━━━━━ The records

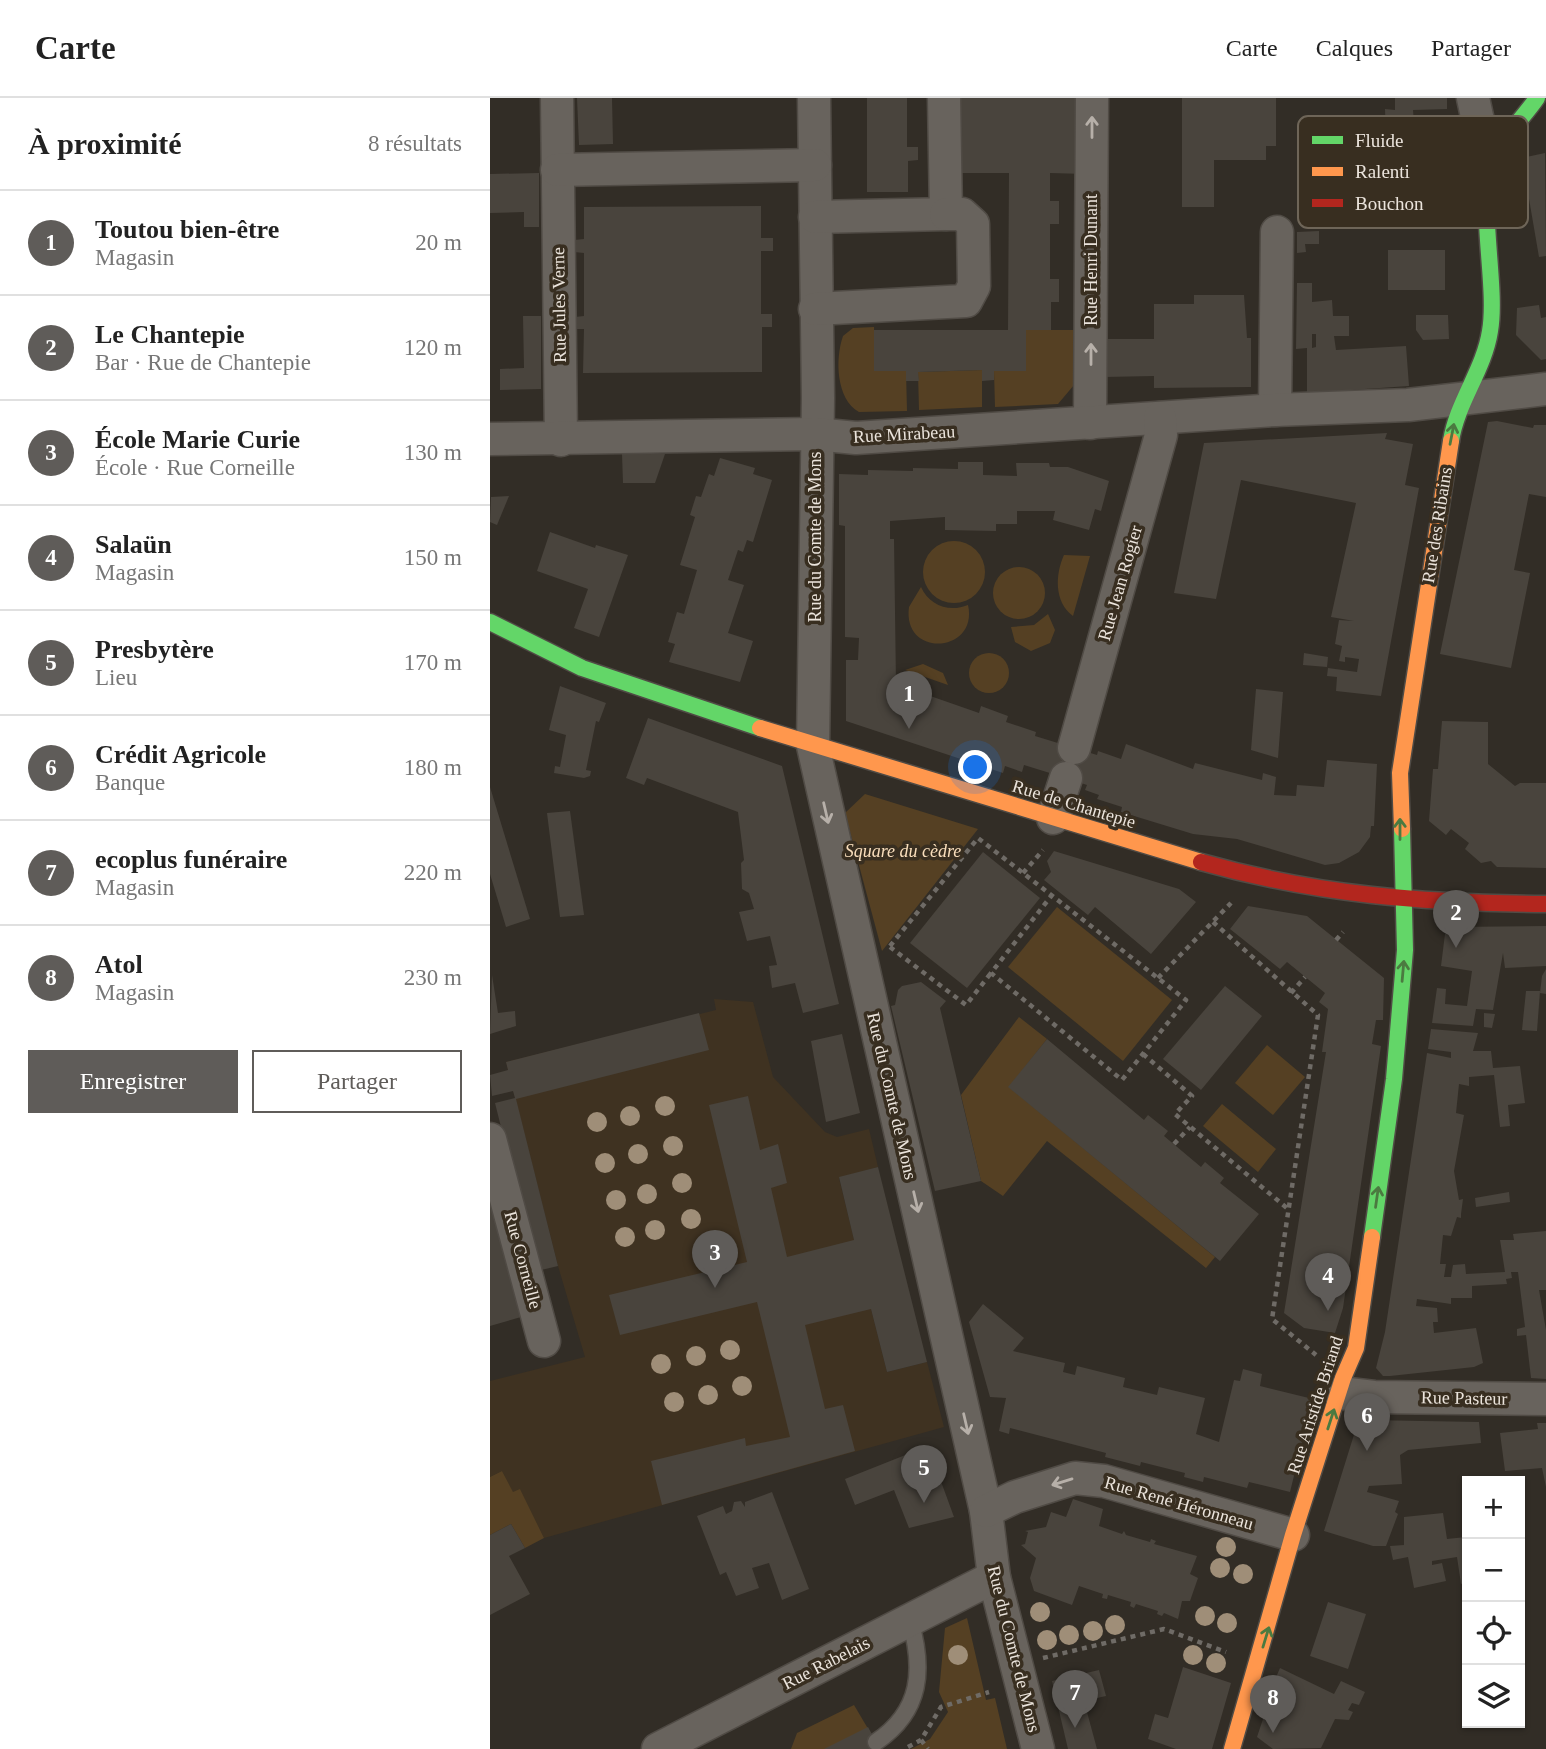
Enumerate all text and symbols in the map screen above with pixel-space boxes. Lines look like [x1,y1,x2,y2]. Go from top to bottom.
text: Carte [35,30,116,66]
text: Carte [1226,35,1278,61]
text: Calques [1316,35,1393,61]
text: Partager [1431,35,1511,61]
one-way arrow [1085,116,1099,139]
legend [1298,116,1528,228]
text: À proximité [28,127,182,160]
text: Fluide [1355,130,1404,151]
text: 8 résultats [368,131,462,156]
text: Ralenti [1355,161,1410,182]
text: Bouchon [1355,193,1424,214]
street label: Rue Henri Dunant [1081,194,1101,326]
text: Toutou bien-être [95,215,279,244]
text: 1 [45,230,57,255]
text: 20 m [415,230,462,255]
text: Magasin [95,245,174,270]
street label: Rue Jules Verne [548,247,570,363]
text: Le Chantepie [95,320,245,349]
text: 2 [45,335,57,360]
text: 120 m [404,335,462,360]
one-way arrow [1084,343,1098,366]
text: Bar · Rue de Chantepie [95,350,311,375]
street label: Rue Mirabeau [852,421,956,447]
one-way arrow [1446,423,1459,446]
text: École Marie Curie [95,425,300,454]
text: 3 [45,440,57,465]
text: 130 m [404,440,462,465]
street label: Rue du Comte de Mons [805,452,825,623]
text: École · Rue Corneille [95,455,295,480]
street label: Rue des Ribains [1418,466,1456,584]
street label: Rue Jean Rogier [1094,523,1146,643]
text: Salaün [95,530,172,559]
text: 4 [45,545,57,570]
text: 150 m [404,545,462,570]
text: Magasin [95,560,174,585]
text: Presbytère [95,635,214,664]
text: 5 [45,650,57,675]
text: 170 m [404,650,462,675]
text: Lieu [95,665,137,690]
pin: 1 [886,671,932,729]
text: Crédit Agricole [95,740,266,769]
your location [958,750,992,784]
text: 6 [45,755,57,780]
text: 180 m [404,755,462,780]
text: Banque [95,770,165,795]
street label: Rue de Chantepie [1010,776,1138,832]
one-way arrow [820,801,833,824]
one-way arrow [1393,818,1407,841]
park label: Square du cèdre [845,841,961,861]
text: ecoplus funéraire [95,845,287,874]
text: 7 [45,860,57,885]
text: 220 m [404,860,462,885]
text: Magasin [95,875,174,900]
pin: 2 [1433,890,1479,948]
text: Atol [95,950,143,979]
one-way arrow [1397,961,1410,983]
text: 8 [45,965,57,990]
text: 230 m [404,965,462,990]
text: Magasin [95,980,174,1005]
street label: Rue du Comte de Mons [863,1010,921,1182]
button: Enregistrer [28,1050,238,1113]
button: Partager [252,1050,462,1113]
one-way arrow [1371,1187,1384,1209]
one-way arrow [910,1190,923,1213]
street label: Rue Corneille [500,1209,546,1311]
pin: 3 [692,1230,738,1288]
pin: 4 [1305,1253,1351,1311]
street label: Rue Aristide Briand [1283,1333,1347,1477]
street label: Rue Pasteur [1421,1387,1507,1409]
pin: 6 [1344,1393,1390,1451]
one-way arrow [1326,1408,1339,1430]
one-way arrow [960,1412,973,1434]
pin: 5 [901,1445,947,1503]
street label: Rue René Héronneau [1102,1472,1256,1534]
one-way arrow [1051,1476,1073,1489]
map controls [1462,1476,1525,1728]
button: + [1462,1476,1525,1539]
button: − [1462,1539,1525,1602]
street label: Rue du Comte de Mons [984,1564,1044,1734]
button: locate [1462,1602,1525,1665]
one-way arrow [1260,1626,1273,1648]
street label: Rue Rabelais [779,1632,873,1694]
button: layers [1462,1665,1525,1728]
pin: 7 [1052,1670,1098,1728]
pin: 8 [1250,1675,1296,1733]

━━━━━━━━━━

Find every line above that includes the word "Chantepie" and report only how many there are.

**Solution to the exercise**: 3